Sharp is considering cutting 3,000 jobs, or 15 percent of its workforce, through early retirements and natural reductions to turn its ailing business around.
As of end-May, Sharp has a workforce of about 21,000 on a parent-only basis, and the management is expected to start talks soon with its labor union on the planned job cuts, and soliciting early retirements at various places including its head office, factories and sales divisions, sources told The Japan Times on Thursday.
To alleviate the impact on the Japanese company's financial standing, it plans to take a certain period of time, about two years, to implement the plans, in addition to the natural reductions, the sources noted. They are also considering slashing jobs overseas, they added.
Sharp is expected to report a net loss of about 100 billion yen (US$1.28 billion) for the April to June quarter due to its deteriorating liquid-crystal display (LCD) panel business, other sources told the Japanese news site on Tuesday. It is scheduled to announce its earnings for the first three months of its current fiscal year on Aug. 2.
Several other electronic companies are reportedly mulling job cuts.

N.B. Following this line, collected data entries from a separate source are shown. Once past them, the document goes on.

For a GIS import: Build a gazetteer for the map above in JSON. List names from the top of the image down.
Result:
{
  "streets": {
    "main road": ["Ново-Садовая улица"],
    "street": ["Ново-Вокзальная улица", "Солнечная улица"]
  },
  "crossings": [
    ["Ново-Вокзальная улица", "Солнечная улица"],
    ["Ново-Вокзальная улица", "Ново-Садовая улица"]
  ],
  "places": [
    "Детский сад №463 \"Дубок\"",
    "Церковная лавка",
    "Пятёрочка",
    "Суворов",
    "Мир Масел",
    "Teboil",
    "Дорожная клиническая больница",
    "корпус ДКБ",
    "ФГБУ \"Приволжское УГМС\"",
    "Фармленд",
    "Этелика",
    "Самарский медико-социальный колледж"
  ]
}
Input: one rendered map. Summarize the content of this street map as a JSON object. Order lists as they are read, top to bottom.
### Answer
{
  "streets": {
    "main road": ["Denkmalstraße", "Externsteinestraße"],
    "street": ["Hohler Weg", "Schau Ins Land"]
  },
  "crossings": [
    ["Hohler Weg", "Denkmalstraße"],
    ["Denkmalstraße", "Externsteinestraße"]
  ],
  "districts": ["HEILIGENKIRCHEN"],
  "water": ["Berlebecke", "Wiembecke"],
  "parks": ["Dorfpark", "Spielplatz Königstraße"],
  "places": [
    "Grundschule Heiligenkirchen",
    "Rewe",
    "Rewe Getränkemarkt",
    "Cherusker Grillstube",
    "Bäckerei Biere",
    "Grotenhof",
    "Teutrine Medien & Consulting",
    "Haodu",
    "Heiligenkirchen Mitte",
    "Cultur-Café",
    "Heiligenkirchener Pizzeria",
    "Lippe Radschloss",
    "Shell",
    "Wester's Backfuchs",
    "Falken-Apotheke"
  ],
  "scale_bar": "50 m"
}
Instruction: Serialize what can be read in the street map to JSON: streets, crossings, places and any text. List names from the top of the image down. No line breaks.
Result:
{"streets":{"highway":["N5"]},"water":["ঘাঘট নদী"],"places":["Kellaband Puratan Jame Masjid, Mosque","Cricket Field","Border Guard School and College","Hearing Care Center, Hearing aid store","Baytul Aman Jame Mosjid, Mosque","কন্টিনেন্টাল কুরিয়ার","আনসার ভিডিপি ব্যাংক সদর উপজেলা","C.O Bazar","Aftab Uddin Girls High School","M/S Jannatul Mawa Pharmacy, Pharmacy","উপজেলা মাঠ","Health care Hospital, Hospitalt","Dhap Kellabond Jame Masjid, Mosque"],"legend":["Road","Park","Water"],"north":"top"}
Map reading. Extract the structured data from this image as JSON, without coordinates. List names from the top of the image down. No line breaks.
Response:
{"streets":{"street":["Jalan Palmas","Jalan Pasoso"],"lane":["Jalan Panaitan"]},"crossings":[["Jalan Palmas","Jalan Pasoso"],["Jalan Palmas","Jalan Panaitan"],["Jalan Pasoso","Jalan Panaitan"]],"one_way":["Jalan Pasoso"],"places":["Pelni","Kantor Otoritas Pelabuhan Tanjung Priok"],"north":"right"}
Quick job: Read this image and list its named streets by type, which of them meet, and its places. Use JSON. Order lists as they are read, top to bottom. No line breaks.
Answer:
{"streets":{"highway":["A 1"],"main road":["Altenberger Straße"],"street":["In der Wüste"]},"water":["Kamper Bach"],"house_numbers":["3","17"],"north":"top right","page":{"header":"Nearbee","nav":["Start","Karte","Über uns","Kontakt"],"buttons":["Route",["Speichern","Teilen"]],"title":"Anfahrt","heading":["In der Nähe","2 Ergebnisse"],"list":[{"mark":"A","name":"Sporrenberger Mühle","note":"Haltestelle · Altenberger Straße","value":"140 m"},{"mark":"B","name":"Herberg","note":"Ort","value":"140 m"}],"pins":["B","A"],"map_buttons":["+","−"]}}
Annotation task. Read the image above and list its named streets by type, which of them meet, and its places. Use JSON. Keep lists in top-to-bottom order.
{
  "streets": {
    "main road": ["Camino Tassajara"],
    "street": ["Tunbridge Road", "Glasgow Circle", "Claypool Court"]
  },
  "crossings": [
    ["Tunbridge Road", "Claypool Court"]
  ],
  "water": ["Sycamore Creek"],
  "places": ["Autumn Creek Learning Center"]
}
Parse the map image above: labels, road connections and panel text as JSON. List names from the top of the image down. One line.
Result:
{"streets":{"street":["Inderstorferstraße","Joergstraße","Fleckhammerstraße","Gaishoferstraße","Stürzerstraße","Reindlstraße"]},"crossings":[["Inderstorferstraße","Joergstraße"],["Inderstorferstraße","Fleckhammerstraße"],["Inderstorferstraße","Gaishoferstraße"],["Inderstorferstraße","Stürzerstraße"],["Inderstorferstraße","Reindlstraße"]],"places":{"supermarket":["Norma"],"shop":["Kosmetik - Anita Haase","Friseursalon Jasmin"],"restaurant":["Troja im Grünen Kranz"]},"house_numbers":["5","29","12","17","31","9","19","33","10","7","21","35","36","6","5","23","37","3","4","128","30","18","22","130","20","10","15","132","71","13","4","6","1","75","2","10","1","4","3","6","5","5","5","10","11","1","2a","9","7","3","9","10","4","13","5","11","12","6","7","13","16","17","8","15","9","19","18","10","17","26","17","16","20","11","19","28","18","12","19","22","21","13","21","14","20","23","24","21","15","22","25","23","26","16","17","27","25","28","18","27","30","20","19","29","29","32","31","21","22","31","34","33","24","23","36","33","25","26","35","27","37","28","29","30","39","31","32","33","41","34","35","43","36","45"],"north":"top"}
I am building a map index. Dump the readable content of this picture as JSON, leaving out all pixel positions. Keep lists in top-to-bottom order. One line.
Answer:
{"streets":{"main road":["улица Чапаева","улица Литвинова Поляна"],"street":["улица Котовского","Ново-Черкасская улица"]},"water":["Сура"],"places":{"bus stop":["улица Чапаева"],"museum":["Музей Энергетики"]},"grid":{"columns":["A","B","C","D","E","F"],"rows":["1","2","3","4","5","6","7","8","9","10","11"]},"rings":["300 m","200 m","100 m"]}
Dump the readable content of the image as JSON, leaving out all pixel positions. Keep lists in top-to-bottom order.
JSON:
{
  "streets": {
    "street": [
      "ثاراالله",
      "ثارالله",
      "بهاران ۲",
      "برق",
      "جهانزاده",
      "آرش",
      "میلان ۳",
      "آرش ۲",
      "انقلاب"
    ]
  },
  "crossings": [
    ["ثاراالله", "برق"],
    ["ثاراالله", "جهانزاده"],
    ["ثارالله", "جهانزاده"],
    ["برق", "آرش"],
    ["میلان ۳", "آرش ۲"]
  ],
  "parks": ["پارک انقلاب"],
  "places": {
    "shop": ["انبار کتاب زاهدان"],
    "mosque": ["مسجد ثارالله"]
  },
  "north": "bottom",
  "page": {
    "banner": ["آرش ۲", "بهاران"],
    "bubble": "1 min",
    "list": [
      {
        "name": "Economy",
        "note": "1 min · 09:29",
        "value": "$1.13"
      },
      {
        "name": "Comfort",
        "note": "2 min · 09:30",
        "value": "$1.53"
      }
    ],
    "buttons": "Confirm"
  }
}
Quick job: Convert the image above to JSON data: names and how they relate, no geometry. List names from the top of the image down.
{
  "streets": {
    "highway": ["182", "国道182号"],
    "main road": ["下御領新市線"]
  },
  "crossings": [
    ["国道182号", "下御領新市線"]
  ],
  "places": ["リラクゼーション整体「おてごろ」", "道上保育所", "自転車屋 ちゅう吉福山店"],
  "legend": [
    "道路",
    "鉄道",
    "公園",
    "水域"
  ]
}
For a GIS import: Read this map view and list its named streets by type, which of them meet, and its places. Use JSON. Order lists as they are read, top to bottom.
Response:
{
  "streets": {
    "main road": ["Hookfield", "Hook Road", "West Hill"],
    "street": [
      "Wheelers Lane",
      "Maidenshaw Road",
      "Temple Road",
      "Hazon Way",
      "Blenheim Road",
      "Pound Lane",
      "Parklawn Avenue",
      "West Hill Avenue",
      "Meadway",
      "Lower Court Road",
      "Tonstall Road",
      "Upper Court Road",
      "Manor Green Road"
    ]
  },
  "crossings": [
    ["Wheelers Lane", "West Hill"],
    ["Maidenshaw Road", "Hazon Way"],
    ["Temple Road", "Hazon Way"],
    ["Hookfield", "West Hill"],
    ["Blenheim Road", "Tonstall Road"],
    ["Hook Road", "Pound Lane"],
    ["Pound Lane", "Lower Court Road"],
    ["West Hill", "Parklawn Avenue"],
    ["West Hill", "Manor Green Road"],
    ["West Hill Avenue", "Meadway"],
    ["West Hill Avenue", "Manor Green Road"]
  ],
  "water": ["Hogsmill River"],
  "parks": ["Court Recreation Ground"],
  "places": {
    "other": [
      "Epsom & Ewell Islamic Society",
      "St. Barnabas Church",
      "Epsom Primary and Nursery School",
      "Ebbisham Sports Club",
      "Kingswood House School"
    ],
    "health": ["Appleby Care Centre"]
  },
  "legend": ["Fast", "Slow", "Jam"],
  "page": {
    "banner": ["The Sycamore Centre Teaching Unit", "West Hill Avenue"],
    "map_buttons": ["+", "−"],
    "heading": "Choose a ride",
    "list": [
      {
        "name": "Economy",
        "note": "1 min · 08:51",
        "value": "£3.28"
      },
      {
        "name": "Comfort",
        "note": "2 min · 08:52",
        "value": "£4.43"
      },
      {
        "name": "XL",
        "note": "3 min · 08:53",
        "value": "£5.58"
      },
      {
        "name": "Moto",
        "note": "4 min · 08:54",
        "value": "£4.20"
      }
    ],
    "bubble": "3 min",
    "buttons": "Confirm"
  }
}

In Japan, Panasonic was reportedly considering shedding 3,000 to 4,000 employees from its headquarters to streamline its business and stem losses, while Sony is said to be planning to cut 6 percent of its global workforce as part of a massive restructuring to bring it back to profitability.
Elsewhere in June, handset maker Nokia also announced in June that it would lay off 10,000 jobs worldwide by the end of 2013, while BlackBerry maker Research in Motion (RIM) is reportedly cutting jobs in 'batches' to save US$1 billion by the end of the current fiscal year.